As part of a broader update to its user security settings, Meta is retiring its Facebook Code Generator element, which enables users to log in on another device by using a code from, say, their phone to authenticate their secondary session.
As you can see in this notification, shared by social media expert Matt Navarra, Facebook is now alerting people who still use Code Generator that it will soon be going away, and that they should switch to another form of two-factor authentication instead.
Which most people already have. Code Generator is only functional when you’re already logged in on another device, so it’s not always available, and according to Meta’s Head of Security Policy Nathan Gleicher, it’s also vulnerable to attacks.
“Our in-app code generator was created before push notifications became widely adopted in our industry as a way to authenticate user sessions. We’re sunsetting the older approach to move the small portion of people who may still use it to more robust ones.
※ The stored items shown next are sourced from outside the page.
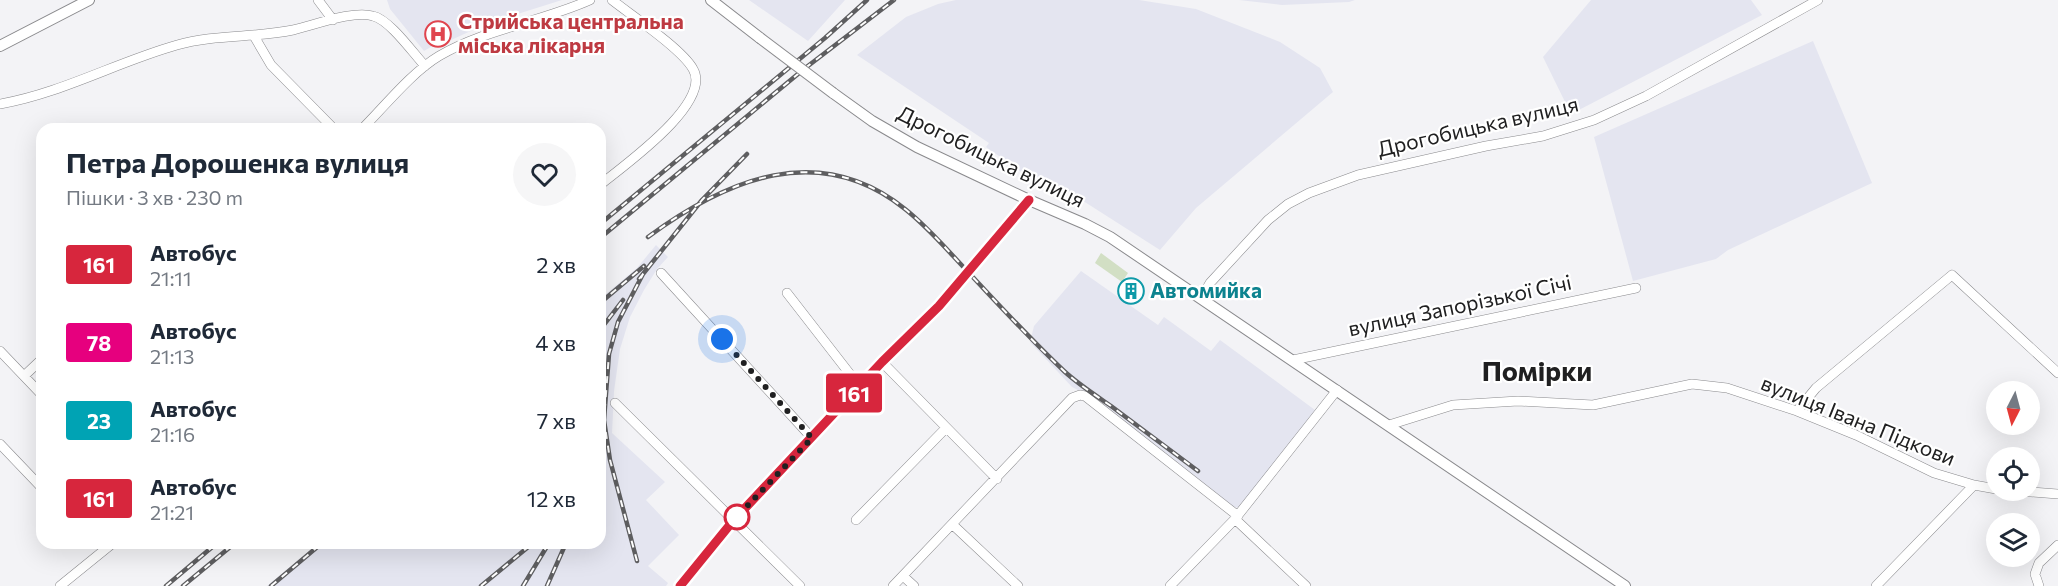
<!DOCTYPE html>
<html lang="uk">
<meta charset="utf-8">
<style>
:root{--surface:#fff;--page:#f6f6f7;--text:#1f2937;--muted:#747a83}
body{margin:0;font-family:Commissioner,sans-serif;background:var(--page);color:var(--text);height:100vh;display:flex;flex-direction:column;font-size:22px;white-space:nowrap}
*{box-sizing:border-box;margin:0}
p{font-size:20px;color:var(--muted)}
.icon{flex:none;width:33px;height:33px;fill:none;stroke:currentColor;stroke-width:2;stroke-linecap:round;stroke-linejoin:round}
.map{position:relative;flex:1;overflow:hidden}
.side{position:absolute;left:36px;top:123px;width:570px;height:426px;display:flex;flex-direction:column;background:var(--surface);border-radius:18px;box-shadow:0 6px 24px #0002}
.side>*{flex:none}
.badge{padding:0 12px;border-radius:4px;font-size:21px;line-height:39px}
.needle{width:39px;rotate:186deg}
.fabs{position:absolute;left:1986px;top:381px;display:grid;gap:12px}
.fabs a{display:grid;place-items:center;width:54px;height:54px;border-radius:50%;background:var(--surface);box-shadow:0 6px 24px #0002;font-size:30px}
.you{position:absolute;width:30px;height:30px;margin:-15px;border:4px solid #fff;border-radius:50%;background:#1a73e8;box-shadow:0 0 0 9px #1a73e833}
.map>.badge{position:absolute;translate:-50% -50%;box-shadow:0 0 0 3px #fff}
.round{display:grid;place-items:center;flex:none;width:63px;height:63px;border-radius:32px;background:var(--page)}
.summary{display:flex;align-items:center;justify-content:space-between;height:102px;padding:0 30px}
h1{font-size:28px;font-weight:700;line-height:45px}
ul{padding:0;list-style:none}
li{display:flex;align-items:center;gap:18px;height:78px;padding:0 30px}
li div{flex:1}
li b{display:block;font-size:22px}
li em{font-style:normal}
li .badge{min-width:66px;font-weight:700;text-align:center}
.map>svg:first-child{display:block}
.built{fill:#e4e5f0}
.green{fill:#d2dfc4}
.lines{fill:none;stroke-linecap:round;stroke-linejoin:round}
.minor-casing{stroke:#8a8a8d;stroke-width:10}
.major-casing{stroke:#8a8a8d;stroke-width:12}
.minor{stroke:#fff;stroke-width:9}
.major{stroke:#fff;stroke-width:10}
.rail-casing{stroke:#5e5e60;stroke-width:4.5}
.rail{stroke:#fff;stroke-width:2;stroke-dasharray:7;stroke-linecap:butt}
.major-bridge-casing{stroke:#8a8a8d;stroke-width:12;stroke-linecap:butt}
.major-bridge{stroke:#fff;stroke-width:10}
.line-casing{stroke:#fff;stroke-width:14}
.line{stroke:#d7263d;stroke-width:9}
.walk{stroke:#202021;stroke-width:6;stroke-dasharray:0 10.8}
.stop-dot{fill:#fff;stroke:#d7263d;stroke-width:3}
.labels{text-anchor:middle;stroke-width:4.5;stroke-linejoin:round;paint-order:stroke}
.health-label{font-size:21px;font-weight:bold;fill:#be3a42;stroke:#fff;text-anchor:start}
.street-label{font-size:21px;fill:#202021;stroke:#fff}
.culture-label{font-size:21px;font-weight:bold;fill:#0d838f;stroke:#fff;text-anchor:start}
.district-label{font-size:27px;font-weight:bold;fill:#202021;stroke:#fff}
</style>
<div class="map">
<svg width="2058" height="586" viewBox="0 0 2058 586">
<rect width="100%" height="100%" fill="#f3f3f6"/>
<path class="built" d="M 387,0 L 562,0 L 486,24 L 438,46 L 436,44 L 424,51 L 390,9 Z
M 749,0 L 845,0 L 808,41 Z
M 956,0 L 1139,0 L 1196,9 L 1280,42 L 1320,68 L 1333,92 L 1196,208 L 1160,250 L 1066,190 L 1059,198 L 986,147 L 989,143 L 857,55 L 906,17 L 938,4 Z
M 1239,0 L 1355,0 L 1349,2 L 1282,5 Z
M 1591,0 L 1751,0 L 1762,15 L 1575,112 L 1570,112 L 1543,57 Z
M 1813,41 L 1872,183 L 1728,250 L 1716,259 L 1633,281 L 1594,137 Z
M 656,245 L 668,257 L 657,269 L 644,290 L 630,317 L 620,349 L 614,391 L 612,433 L 665,482 L 646,500 L 679,535 L 648,566 L 668,583 L 666,586 L 267,586 L 319,543 L 600,543 L 600,299 L 637,268 Z
M 1081,271 L 1158,325 L 1164,317 L 1211,351 L 1220,340 L 1315,410 L 1240,507 L 1231,508 L 1086,394 L 1072,387 L 1030,342 L 1034,326 Z"/>
<path class="green" d="M 1101,253 L 1128,273 L 1122,282 L 1095,263 Z"/>
<g class="lines">
<g class="minor-casing">
<path id="minor" d="M 318,0 L 333,20
M 254,36 L 271,65 L 334,129
M 0,104 C 62,93 117,62 177,45 C 215,34 255,38 293,30 C 315,25 353,10 373,16 C 390,20 413,53 425,66
M 362,129 C 384,107 412,72 439,56 C 485,29 541,22 590,0
M 600,185 C 623,166 713,103 693,69 C 682,49 631,15 612,0
M 661,273 L 812,438
M 787,293 L 860,387
M 1201,298 L 1210,283 L 1268,220 L 1288,204 L 1309,193 L 1358,175 L 1486,146 L 1543,136 L 1594,120 L 1646,96 L 1818,0
M 0,351 L 42,395
M 1293,360 L 1636,288
M 882,362 L 997,479
M 24,376 L 42,359
M 615,403 L 800,586
M 1797,411 L 1816,388 L 1952,275 L 2058,373
M 1389,425 L 1453,405 L 1518,401 L 1593,405 L 1692,384 L 1727,388 L 1797,411 L 1856,435 L 1934,473 L 1974,485 L 1996,489
M 0,444 L 42,488
M 2004,490 L 2058,494
M 1235,519 L 1306,586
M 856,520 L 946,428
M 953,525 L 1018,586
M 903,576 L 914,586
M 60,586 L 113,543
M 893,586 L 1072,398 L 1080,395 L 1085,396 L 1238,516
M 1170,586 L 1235,519 L 1337,390
M 1876,586 L 1974,485
M 2039,586 L 2035,574 L 2039,563 L 2058,545"/>
</g>
<g class="major-casing">
<path id="major" d="M 711,0 L 760,38
M 0,46 L 89,0
M 833,93 L 872,121 L 917,147 L 1029,200 L 1085,224 L 1110,237 L 1625,586
M 680,586 L 733,521 L 882,362 L 939,306 L 1029,200"/>
</g>
<use href="#minor" class="minor"/>
<use href="#major" class="major"/>
<g class="rail-casing">
<path id="rail" d="M 600,224 L 825,38 L 867,0
M 648,237 C 727,179 819,140 905,209 C 929,228 948,251 969,273 C 1000,306 1031,340 1064,371 C 1078,384 1095,395 1111,406 C 1140,428 1169,449 1198,471
M 600,238 L 804,69 L 894,0
M 639,279 L 702,200 L 747,154
M 600,303 L 644,266
M 600,330 L 623,300
M 637,561 L 610,460 L 604,420 L 609,354 L 618,322 L 643,274
M 166,586 L 217,543
M 183,586 L 235,543
M 271,586 L 322,543
M 481,586 L 533,543
M 523,586 L 549,543
M 547,586 L 566,543"/>
</g>
<use href="#rail" class="rail"/>
<g class="major-bridge-casing">
<path id="major-bridge" d="M 760,38 L 833,93"/>
</g>
<use href="#major-bridge" class="major-bridge"/>
</g>
<g class="lines">
<g class="line-casing">
<path id="line" d="M 680,586 L 733,521 L 882,362 L 939,306 L 1029,200"/>
</g>
<use href="#line" class="line"/>
<path class="walk" d="M 722,339 L 812,438 L 733,521 L 737,517"/>
</g>
<defs>
<g id="hospital-ring" transform="scale(1.35)"><circle r="9.5" fill="#fff" stroke="#e0444e" stroke-width="1.5"/><path d="M-5-5h3v3.5h4V-5h3V5h-3V1.5h-4V5h-3Z" fill="#e0444e"/></g>
<g id="building-ring" transform="scale(1.35)"><circle r="9.5" fill="#fff" stroke="#0f9aa8" stroke-width="1.5"/><path d="M-4-6H4V6H1V3H-1V6H-4ZM-2.5-4.3h1.7v1.8h-1.7ZM.8-4.3h1.7v1.8H.8ZM-2.5-1h1.7V.8h-1.7ZM.8-1h1.7V.8H.8Z" fill="#0f9aa8"/></g>
</defs>
<g fill-rule="evenodd">
<use href="#hospital-ring" x="438" y="34"/>
<use href="#building-ring" x="1131" y="291"/>
</g>
<circle class="stop-dot" cx="737" cy="517" r="12"/>
<g class="labels">
<g class="health-label">
<text x="458" y="29">Стрийська центральна<tspan x="458" dy="24">міська лікарня</tspan></text>
</g>
<g class="street-label">
<text transform="translate(1478 127) rotate(-13)" y="7">Дрогобицька вулиця</text>
<text transform="translate(991 157) rotate(26)" y="7">Дрогобицька вулиця</text>
<text transform="translate(1460 306) rotate(-12)" y="7">вулиця Запорізької Січі</text>
<text transform="translate(1858 421) rotate(22)" y="7">вулиця Івана Підкови</text>
</g>
<g class="culture-label">
<text x="1150" y="298">Автомийка</text>
</g>
<g class="district-label">
<text x="1537" y="381">Помірки</text>
</g>
</g>
</svg>
<div class="fabs">
<a><svg class="needle" viewBox="-14 -14 28 28"><path d="M0-13l5 13h-10z" fill="#e53935"/><path d="M0 13l5-13h-10z" fill="#747a83"/></svg></a>
<a><svg class="icon" aria-label="locate" viewBox="0 0 24 24"><circle cx="12" cy="12" r="6"/><path d="M12 2v4M12 18v4M2 12h4M18 12h4"/></svg></a>
<a><svg class="icon" aria-label="layers" viewBox="0 0 24 24"><path d="M12 4l9 5-9 5-9-5zM3 14l9 5 9-5"/></svg></a>
</div>
<div class="you" style="left:722px;top:339px"></div>
<b class="badge" style="left:854px;top:393px;background:#d7263d;color:#fff">161</b>
<section class="side">
<div class="summary"><div><h1>Петра Дорошенка вулиця</h1><p>Пішки · 3 хв · 230 m</p></div><a class="round"><svg class="icon" aria-label="heart" viewBox="0 0 24 24"><path d="M12 20l-8-8c-3-5 5-10 8-4 3-6 11-1 8 4z"/></svg></a></div>
<ul>
<li><span class="badge" style="background:#d7263d;color:#fff">161</span><div><b>Автобус</b><p>21:11</p></div><em>2 хв</em></li>
<li><span class="badge" style="background:#e6007e;color:#fff">78</span><div><b>Автобус</b><p>21:13</p></div><em>4 хв</em></li>
<li><span class="badge" style="background:#00a3b4;color:#fff">23</span><div><b>Автобус</b><p>21:16</p></div><em>7 хв</em></li>
<li><span class="badge" style="background:#d7263d;color:#fff">161</span><div><b>Автобус</b><p>21:21</p></div><em>12 хв</em></li>
</ul>
</section>
</div>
It helps avoid redundancies (which can introduce their own security risks), so we're following best practices to consolidate.”
Given that only a ‘small portion’ of people still use it, the update likely won’t have a big impact – but if you sometimes find yourself referred to Facebook to validate your log in in another app or website, you may need to update your settings.
This comes as Twitter moves away from SMS-based two-factor authentication, in order to reduce telecommunications charges, while Meta itself is also developing a new system to limit costs, by using missed calls as a verification method instead.
Maybe that’s the direction that Meta will be guiding users towards at some stage, while you can also use free apps like Google Authenticator, or security keys.
Also, Meta’s not getting rid of SMS 2FA, or making it a Meta Verified exclusive. Well, not at this stage anyway.
But if you use Code Generator, time to update.